Problem:
Pull from the data below each line where the word "down" occurs, and copy it.

/---

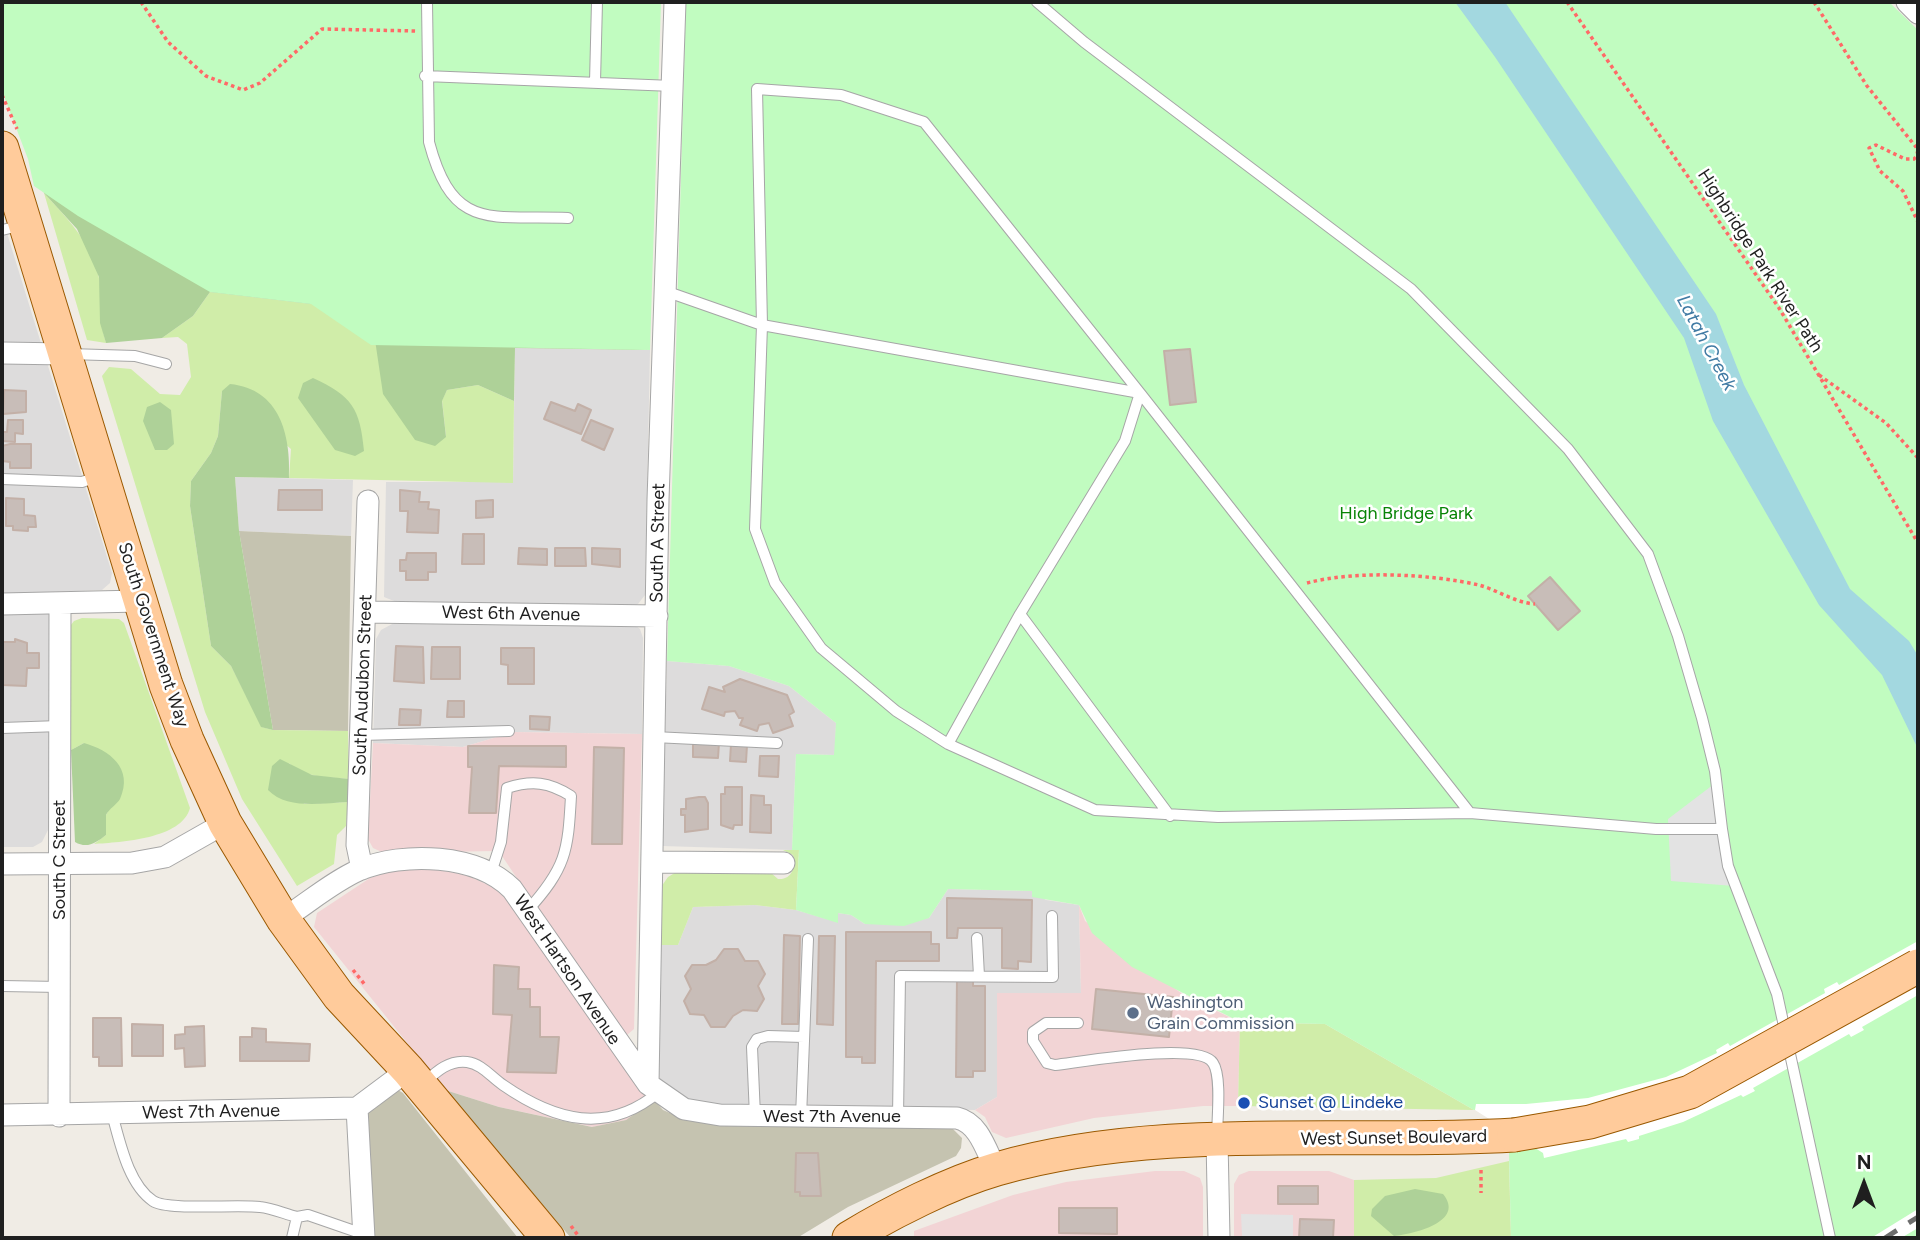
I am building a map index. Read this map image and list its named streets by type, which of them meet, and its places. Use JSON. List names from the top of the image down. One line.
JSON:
{"streets":{"main road":["South Government Way","West Sunset Boulevard"],"street":["South A Street","West 6th Avenue","South Audubon Street","South C Street","West Hartson Avenue","West 7th Avenue"],"path":["Highbridge Park River Path"]},"crossings":[["South A Street","West 6th Avenue"],["South A Street","West Hartson Avenue"],["South A Street","West 7th Avenue"],["West 6th Avenue","South Audubon Street"],["South Government Way","West Hartson Avenue"],["South Audubon Street","West Hartson Avenue"],["South C Street","West 7th Avenue"],["West Hartson Avenue","West 7th Avenue"],["West 7th Avenue","West Sunset Boulevard"]],"water":["Latah Creek"],"parks":["High Bridge Park"],"places":["Washington Grain Commission","Sunset @ Lindeke"],"north":"top"}
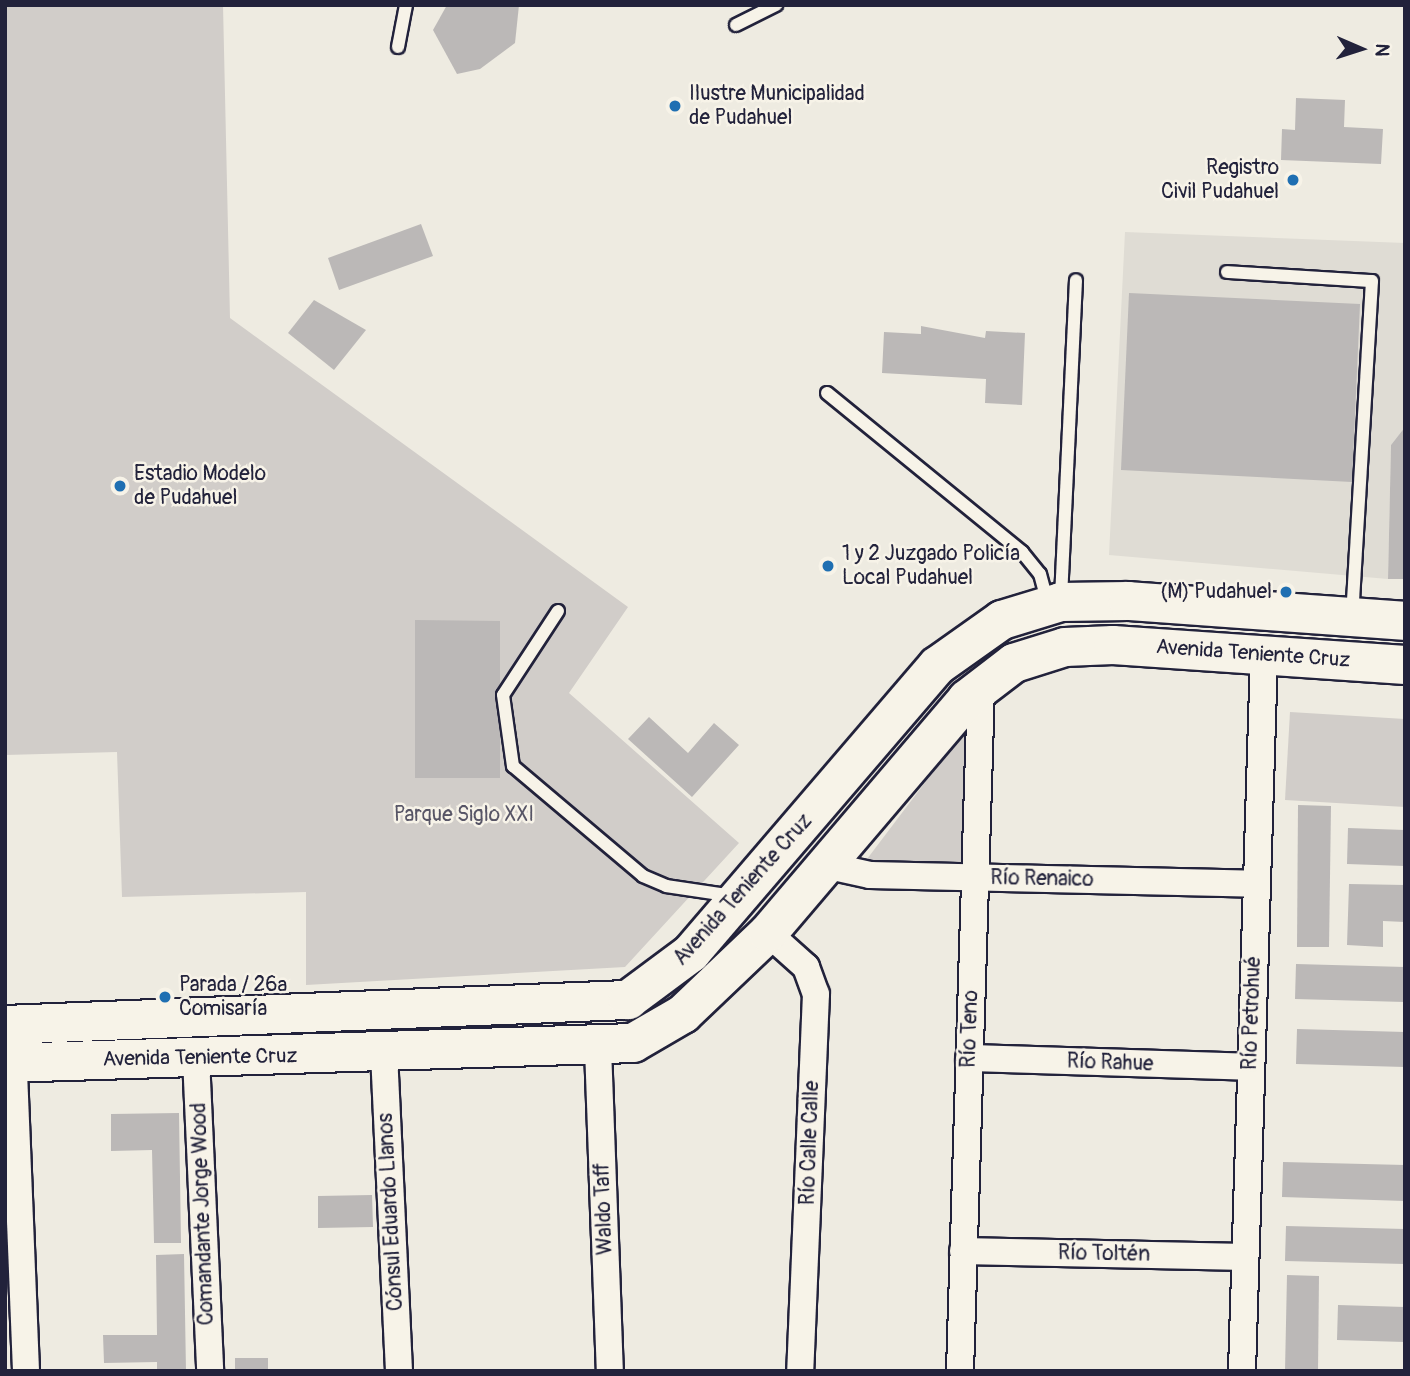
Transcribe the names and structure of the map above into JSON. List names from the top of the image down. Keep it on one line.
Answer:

\---

Output of the exercise:
I am building a map index. Read this map image and list its named streets by type, which of them meet, and its places. Use JSON. List names from the top of the image down. One line.
Transcribe the names and structure of the map above into JSON. List names from the top of the image down. Keep it on one line.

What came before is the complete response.